--- START ---
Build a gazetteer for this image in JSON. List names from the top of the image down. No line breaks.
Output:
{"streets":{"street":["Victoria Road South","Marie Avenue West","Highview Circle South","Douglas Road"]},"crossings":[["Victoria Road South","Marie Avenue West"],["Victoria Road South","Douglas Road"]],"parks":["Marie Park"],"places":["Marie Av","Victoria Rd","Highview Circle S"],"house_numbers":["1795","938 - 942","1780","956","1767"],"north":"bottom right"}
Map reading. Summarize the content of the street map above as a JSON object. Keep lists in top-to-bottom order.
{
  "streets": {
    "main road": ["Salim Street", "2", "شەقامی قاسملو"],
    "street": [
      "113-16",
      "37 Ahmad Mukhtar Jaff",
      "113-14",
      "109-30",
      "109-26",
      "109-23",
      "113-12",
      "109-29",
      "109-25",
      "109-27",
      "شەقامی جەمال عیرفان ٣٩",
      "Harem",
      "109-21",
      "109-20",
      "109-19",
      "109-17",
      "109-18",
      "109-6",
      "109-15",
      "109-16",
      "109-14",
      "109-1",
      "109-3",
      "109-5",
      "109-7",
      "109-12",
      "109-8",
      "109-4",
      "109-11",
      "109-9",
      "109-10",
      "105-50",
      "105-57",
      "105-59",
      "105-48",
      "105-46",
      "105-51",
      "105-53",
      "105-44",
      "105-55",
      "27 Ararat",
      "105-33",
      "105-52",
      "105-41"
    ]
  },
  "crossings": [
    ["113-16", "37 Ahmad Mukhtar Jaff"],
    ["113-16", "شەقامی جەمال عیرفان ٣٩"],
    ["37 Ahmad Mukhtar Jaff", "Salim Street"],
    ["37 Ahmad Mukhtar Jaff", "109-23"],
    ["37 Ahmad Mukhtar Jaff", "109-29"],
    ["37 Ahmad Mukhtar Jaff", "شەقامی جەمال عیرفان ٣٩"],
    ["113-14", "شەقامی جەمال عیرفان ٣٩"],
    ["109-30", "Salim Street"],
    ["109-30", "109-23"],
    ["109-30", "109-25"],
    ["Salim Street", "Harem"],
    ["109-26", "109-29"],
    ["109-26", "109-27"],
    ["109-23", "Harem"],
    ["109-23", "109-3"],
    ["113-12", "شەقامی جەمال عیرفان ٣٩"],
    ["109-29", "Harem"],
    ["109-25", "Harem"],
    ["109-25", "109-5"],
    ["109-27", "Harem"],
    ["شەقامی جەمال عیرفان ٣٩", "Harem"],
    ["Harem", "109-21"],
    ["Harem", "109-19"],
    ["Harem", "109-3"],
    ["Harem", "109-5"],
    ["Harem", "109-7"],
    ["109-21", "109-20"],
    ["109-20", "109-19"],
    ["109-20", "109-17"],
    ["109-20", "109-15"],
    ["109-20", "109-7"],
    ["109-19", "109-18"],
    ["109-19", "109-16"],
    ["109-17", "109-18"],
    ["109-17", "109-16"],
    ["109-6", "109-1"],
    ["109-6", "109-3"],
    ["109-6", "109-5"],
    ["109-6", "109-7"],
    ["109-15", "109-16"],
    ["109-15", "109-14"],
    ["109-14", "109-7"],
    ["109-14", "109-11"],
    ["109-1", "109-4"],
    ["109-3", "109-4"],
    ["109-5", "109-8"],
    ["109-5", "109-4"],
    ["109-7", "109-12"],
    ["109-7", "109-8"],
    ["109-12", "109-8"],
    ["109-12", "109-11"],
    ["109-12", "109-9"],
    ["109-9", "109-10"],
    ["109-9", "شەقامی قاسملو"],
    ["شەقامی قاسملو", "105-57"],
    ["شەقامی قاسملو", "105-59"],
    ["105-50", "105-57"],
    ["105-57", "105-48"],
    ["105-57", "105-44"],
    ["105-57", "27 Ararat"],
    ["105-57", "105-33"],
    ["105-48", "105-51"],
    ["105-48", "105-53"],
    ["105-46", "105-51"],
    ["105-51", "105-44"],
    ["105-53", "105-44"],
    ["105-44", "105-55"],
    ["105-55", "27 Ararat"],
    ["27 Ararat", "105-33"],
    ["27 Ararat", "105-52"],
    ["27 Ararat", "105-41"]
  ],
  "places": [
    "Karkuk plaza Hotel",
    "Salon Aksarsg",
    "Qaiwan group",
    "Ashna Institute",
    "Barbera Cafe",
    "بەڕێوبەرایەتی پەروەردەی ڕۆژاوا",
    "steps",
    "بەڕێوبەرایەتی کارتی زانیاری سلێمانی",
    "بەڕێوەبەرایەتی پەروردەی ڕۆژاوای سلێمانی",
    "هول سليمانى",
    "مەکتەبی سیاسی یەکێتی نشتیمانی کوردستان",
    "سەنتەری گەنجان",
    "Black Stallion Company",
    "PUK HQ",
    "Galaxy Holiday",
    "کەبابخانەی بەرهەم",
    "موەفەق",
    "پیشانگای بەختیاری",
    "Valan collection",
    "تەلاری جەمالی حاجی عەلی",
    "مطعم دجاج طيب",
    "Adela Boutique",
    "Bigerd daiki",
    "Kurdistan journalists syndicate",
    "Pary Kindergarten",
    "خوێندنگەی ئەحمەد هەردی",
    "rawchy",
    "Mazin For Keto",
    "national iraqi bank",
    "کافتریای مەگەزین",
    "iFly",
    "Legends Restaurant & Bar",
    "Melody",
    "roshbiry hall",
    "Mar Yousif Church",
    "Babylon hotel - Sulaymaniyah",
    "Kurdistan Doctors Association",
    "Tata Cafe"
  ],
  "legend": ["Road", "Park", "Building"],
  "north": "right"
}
--- END ---
Count, in the listing above, every line that includes "Mukhtar". The number is the whole answer.

6